Restate word for word every line from the top of the data below down through the line that holds "2px #3ea091) drop-shadow(0".

* Records
::::::::::

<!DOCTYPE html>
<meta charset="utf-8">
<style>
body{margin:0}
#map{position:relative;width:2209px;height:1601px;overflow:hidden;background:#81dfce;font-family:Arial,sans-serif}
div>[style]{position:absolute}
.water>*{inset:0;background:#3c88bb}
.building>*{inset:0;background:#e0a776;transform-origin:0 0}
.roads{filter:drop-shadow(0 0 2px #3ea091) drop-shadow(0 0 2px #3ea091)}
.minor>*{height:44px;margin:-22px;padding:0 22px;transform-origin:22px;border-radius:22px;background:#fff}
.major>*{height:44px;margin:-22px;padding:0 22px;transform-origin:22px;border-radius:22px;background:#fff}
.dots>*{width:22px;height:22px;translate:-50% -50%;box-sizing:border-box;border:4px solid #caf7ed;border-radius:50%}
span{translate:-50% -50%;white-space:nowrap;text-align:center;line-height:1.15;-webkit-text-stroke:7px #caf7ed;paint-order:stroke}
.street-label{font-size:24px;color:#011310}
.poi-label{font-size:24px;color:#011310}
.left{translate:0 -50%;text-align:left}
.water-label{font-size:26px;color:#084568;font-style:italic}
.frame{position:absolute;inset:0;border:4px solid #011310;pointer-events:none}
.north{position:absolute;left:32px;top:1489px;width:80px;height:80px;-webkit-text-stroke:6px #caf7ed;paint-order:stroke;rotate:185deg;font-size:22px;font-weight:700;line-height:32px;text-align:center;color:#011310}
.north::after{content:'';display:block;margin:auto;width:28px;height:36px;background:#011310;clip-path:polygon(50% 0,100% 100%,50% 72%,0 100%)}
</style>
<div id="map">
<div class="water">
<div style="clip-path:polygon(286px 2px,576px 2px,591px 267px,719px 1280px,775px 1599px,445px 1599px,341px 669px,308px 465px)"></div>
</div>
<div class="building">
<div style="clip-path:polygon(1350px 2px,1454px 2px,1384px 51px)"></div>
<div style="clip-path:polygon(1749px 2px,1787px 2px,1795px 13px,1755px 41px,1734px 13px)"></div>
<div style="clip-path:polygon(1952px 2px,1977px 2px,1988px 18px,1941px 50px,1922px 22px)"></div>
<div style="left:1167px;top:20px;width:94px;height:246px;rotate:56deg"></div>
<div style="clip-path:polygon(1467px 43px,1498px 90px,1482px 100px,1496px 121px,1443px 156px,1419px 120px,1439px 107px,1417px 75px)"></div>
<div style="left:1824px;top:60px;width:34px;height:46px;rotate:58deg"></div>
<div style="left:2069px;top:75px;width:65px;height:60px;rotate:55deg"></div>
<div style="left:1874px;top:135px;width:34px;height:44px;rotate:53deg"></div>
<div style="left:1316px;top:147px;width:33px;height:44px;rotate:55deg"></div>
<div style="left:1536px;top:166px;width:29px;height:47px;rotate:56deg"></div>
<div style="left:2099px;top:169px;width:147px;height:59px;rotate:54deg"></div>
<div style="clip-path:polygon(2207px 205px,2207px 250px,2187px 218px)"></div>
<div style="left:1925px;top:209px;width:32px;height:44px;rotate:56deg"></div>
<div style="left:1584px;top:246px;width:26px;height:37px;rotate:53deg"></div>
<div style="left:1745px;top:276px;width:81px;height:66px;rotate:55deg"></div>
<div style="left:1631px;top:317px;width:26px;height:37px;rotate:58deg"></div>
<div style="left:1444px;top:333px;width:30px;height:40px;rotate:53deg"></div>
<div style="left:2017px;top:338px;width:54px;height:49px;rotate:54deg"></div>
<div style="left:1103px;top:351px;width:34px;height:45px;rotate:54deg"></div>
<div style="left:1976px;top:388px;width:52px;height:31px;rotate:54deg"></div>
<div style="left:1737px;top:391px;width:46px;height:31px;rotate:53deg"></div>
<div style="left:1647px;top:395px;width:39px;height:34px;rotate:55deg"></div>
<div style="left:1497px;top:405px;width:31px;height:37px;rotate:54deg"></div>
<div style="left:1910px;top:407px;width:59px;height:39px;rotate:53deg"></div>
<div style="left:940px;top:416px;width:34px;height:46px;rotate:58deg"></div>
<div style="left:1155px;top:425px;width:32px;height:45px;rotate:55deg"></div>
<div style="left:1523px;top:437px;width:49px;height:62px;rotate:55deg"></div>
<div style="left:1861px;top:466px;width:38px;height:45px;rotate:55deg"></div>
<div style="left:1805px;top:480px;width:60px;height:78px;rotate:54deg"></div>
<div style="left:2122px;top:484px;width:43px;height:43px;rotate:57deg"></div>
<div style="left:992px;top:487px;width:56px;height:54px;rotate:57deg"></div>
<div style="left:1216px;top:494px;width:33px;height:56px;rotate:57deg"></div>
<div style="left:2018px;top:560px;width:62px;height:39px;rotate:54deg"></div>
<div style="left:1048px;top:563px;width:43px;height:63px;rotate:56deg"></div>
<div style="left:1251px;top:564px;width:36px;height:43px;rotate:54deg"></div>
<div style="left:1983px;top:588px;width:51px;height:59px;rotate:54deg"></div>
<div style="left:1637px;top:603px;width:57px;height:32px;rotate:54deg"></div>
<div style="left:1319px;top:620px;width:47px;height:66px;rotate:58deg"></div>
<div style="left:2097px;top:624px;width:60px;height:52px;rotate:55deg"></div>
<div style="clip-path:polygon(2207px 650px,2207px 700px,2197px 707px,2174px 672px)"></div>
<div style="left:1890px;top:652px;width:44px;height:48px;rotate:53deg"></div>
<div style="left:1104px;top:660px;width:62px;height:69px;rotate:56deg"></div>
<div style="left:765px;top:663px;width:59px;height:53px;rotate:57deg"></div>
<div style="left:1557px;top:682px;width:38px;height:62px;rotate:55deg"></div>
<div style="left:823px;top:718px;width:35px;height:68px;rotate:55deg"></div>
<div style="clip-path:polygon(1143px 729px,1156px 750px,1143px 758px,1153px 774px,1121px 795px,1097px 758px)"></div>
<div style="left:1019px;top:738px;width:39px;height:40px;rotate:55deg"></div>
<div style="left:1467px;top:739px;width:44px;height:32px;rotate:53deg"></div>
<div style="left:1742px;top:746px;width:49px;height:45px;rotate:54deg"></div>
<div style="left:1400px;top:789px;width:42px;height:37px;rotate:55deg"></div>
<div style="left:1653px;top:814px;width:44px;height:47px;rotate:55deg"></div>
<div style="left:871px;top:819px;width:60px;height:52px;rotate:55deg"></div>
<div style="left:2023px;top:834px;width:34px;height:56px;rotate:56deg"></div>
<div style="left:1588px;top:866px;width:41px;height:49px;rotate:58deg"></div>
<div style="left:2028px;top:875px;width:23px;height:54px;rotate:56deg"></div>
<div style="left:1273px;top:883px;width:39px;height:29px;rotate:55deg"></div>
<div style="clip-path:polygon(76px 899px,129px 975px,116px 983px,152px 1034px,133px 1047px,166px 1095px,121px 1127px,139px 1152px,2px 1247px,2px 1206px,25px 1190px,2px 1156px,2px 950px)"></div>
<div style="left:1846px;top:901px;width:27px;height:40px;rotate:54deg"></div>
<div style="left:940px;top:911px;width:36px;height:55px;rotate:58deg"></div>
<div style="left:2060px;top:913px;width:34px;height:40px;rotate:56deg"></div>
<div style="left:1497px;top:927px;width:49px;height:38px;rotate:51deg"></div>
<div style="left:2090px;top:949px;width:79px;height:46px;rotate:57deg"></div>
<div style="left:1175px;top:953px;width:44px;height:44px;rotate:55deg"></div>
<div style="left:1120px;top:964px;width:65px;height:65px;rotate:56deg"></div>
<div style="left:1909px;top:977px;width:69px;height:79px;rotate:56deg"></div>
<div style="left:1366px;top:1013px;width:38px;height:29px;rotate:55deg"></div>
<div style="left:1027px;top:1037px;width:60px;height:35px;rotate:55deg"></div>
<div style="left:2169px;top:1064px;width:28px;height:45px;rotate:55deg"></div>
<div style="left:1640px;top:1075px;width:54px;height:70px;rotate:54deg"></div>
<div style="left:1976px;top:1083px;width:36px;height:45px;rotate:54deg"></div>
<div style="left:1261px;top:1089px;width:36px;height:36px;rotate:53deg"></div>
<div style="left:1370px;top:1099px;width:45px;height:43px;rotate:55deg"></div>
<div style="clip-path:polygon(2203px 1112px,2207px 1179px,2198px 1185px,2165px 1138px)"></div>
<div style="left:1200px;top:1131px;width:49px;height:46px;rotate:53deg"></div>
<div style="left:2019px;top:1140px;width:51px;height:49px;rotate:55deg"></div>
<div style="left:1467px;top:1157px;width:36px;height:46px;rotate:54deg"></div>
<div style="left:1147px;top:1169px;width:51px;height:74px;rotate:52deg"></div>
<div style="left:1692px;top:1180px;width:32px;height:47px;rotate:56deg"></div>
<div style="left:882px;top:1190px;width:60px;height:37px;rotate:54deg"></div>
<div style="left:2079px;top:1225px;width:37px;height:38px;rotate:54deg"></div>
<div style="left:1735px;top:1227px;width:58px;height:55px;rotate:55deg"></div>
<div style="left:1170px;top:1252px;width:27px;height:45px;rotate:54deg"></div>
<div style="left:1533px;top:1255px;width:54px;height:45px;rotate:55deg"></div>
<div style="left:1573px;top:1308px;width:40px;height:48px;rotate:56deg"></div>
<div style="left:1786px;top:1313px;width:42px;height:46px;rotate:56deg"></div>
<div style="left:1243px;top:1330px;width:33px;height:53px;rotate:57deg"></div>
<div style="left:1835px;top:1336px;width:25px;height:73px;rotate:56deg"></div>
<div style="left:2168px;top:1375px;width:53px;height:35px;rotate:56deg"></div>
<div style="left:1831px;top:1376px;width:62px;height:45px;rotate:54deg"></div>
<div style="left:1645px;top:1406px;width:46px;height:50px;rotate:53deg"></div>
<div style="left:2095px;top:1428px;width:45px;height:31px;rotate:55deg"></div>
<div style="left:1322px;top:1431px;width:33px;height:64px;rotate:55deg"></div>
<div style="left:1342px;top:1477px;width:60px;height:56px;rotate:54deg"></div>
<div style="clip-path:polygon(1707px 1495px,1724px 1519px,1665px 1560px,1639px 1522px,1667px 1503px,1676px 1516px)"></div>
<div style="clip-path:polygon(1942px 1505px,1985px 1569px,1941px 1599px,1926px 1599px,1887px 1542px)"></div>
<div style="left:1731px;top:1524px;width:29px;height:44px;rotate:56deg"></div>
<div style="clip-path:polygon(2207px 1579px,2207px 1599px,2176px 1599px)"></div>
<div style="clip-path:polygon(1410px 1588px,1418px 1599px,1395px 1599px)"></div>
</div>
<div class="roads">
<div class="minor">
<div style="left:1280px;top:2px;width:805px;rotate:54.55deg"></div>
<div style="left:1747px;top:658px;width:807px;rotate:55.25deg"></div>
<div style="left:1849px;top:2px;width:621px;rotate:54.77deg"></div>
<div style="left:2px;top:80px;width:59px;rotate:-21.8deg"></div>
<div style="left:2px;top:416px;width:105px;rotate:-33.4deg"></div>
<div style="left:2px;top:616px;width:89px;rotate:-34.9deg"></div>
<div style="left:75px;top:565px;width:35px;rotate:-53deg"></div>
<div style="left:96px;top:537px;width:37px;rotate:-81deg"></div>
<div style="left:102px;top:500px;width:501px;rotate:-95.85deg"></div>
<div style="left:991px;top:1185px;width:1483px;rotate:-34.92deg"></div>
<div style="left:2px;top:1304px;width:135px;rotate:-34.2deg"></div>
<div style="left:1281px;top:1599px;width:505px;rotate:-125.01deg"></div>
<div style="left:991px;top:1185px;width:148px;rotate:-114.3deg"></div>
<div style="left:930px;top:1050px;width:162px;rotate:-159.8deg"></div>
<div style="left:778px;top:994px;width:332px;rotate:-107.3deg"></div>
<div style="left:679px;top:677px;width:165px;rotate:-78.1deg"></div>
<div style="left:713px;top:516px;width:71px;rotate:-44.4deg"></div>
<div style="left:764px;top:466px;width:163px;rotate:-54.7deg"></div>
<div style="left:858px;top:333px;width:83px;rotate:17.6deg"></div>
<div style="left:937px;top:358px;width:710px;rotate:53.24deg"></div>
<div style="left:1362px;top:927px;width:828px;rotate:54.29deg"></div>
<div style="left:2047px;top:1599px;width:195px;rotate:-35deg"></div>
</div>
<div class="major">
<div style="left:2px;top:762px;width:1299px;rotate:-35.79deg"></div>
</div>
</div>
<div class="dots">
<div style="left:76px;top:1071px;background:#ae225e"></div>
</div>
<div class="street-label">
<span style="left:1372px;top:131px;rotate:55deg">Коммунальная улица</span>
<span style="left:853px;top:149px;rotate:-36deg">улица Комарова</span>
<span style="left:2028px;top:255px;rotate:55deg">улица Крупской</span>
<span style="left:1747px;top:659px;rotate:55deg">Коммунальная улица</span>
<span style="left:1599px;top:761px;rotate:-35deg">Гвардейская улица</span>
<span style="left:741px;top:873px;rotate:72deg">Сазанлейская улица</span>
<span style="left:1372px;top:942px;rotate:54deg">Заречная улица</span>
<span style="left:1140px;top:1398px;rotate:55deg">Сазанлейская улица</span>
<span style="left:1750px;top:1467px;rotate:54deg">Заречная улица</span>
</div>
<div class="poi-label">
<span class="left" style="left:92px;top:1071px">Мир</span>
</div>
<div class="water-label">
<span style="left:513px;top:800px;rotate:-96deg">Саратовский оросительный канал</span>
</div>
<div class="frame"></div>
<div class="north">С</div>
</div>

::::::::::

* Answer to the exercise
<!DOCTYPE html>
<meta charset="utf-8">
<style>
body{margin:0}
#map{position:relative;width:2209px;height:1601px;overflow:hidden;background:#81dfce;font-family:Arial,sans-serif}
div>[style]{position:absolute}
.water>*{inset:0;background:#3c88bb}
.building>*{inset:0;background:#e0a776;transform-origin:0 0}
.roads{filter:drop-shadow(0 0 2px #3ea091) drop-shadow(0 0 2px #3ea091)}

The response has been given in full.